Podcasts by Squeak Meisel

squeakmeisel.com

 

If you can’t come to the artist, the artist will come to you, thanks to a series of podcasts produced by Washington State University Fine Arts department chair Squeak Meisel.

Called Fly on the Wall, the artists interviewed on Meisel’s podcast have shown their work at some of the biggest venues in the world, such as the Venice Biennial. They come to the Pullman campus, teach for a few days, work one-on-one with undergraduate and graduate students, and give a public lecture.

But Meisel realizes that not everyone has time or ability to come to the lectures at WSU. With the podcast, “I can provide more people access to these conversations that few of us would otherwise get. I’ve had people telling me they were driving to Seattle and listening to my latest podcast.”

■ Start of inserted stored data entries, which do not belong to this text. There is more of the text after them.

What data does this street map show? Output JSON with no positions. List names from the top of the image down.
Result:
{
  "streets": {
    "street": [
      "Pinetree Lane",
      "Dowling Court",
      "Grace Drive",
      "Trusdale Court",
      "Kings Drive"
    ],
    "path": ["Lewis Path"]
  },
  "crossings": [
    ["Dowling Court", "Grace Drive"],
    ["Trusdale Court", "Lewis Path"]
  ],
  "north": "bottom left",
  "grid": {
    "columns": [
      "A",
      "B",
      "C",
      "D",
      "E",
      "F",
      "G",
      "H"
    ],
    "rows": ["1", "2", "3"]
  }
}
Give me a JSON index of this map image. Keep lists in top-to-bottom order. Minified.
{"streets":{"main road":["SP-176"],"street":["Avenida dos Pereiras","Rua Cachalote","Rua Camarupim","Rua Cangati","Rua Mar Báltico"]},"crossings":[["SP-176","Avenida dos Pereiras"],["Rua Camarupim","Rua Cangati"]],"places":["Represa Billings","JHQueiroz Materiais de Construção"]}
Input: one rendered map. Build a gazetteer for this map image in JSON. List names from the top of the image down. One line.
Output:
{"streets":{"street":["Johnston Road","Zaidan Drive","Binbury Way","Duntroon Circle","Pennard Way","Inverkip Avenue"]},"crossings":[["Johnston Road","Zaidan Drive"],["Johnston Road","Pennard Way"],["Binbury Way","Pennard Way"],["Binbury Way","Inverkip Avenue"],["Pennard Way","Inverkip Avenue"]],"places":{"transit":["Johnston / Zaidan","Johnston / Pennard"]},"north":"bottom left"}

One of Meisel’s interviews is with Sarah Kavage, an artist, researcher, and urban planner, who literally reframes landscapes. She’ll juxtapose an enlarged historical photo with its contemporary context, creating a startling effect, as if the viewer were looking into the past through a rupture in the space-time continuum.

Another is with Canadian Laurel Terlesky, who investigates the tactile organ of skin and our desire for connection. The past, so often misremembered, leaves a residue, Terlesky says, and in her 2013 work, Reverb, she investigates the “embodied sense of how we shape each other by our relationships” with “evidence…gathered from ten motherless daughters on how a mother’s influence will echo and reflect inside us by moving in our shadow, both consciously and unconsciously, until it cannot be seen, heard, or felt anymore.”

You can find the podcasts online at squeakmeisel.com/interviews.